EXERCISE OBJECTIVE ->
Could you filter the records below down to the lines that include the word "minor"?

───── DATA SHOWN

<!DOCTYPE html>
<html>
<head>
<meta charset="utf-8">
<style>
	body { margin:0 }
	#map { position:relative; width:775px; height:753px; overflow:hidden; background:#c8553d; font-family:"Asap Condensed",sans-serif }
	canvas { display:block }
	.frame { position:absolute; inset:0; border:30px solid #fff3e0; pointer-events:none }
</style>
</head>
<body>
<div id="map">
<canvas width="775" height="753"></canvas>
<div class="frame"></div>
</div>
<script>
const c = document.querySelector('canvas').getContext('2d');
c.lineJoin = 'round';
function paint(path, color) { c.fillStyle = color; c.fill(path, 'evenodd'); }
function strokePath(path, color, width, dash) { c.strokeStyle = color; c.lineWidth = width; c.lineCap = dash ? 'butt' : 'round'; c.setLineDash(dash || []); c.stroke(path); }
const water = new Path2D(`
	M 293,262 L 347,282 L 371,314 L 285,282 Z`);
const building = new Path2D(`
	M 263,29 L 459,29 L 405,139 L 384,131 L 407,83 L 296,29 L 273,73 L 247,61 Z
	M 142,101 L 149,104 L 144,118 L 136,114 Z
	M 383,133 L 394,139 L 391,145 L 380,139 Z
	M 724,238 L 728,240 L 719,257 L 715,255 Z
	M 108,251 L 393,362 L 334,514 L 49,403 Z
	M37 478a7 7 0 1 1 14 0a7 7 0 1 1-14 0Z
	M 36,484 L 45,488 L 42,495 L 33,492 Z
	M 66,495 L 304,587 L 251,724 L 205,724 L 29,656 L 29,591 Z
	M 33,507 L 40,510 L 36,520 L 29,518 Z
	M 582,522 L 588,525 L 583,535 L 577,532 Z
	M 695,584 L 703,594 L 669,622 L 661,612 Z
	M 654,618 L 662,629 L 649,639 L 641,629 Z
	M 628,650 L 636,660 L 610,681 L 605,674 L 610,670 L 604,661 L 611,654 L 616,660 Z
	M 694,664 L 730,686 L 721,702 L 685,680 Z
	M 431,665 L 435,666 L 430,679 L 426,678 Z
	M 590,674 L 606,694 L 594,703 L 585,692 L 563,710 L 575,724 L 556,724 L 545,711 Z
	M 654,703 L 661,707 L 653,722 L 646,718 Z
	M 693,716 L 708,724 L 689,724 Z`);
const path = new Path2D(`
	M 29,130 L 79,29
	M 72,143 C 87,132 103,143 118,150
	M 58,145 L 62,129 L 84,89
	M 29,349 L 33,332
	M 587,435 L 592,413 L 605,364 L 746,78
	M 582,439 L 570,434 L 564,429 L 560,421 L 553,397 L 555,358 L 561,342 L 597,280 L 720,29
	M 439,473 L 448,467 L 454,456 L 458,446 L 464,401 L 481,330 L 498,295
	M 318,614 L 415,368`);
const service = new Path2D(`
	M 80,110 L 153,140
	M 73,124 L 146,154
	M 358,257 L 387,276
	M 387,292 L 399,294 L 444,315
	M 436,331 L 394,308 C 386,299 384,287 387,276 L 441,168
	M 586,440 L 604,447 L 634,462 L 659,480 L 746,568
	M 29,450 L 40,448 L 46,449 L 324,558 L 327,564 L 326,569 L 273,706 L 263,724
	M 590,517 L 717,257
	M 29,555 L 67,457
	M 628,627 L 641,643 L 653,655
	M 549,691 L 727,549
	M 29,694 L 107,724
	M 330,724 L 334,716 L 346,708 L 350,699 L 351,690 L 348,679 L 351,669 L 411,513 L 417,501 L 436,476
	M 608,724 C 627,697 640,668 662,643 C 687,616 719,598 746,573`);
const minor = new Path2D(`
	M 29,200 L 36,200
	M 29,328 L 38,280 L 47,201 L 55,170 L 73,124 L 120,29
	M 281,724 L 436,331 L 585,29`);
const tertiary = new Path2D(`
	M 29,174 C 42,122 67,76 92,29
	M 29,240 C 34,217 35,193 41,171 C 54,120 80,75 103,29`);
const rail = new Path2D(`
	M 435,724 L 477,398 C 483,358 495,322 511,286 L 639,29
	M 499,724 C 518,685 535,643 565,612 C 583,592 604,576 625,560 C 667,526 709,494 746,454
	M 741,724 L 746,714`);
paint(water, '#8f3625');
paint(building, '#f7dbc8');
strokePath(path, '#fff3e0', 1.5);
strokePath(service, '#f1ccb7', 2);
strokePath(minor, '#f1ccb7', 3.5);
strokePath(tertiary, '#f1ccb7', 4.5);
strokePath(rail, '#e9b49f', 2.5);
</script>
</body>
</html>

──────────

SOLUTION ->
const minor = new Path2D(`
strokePath(minor, '#f1ccb7', 3.5);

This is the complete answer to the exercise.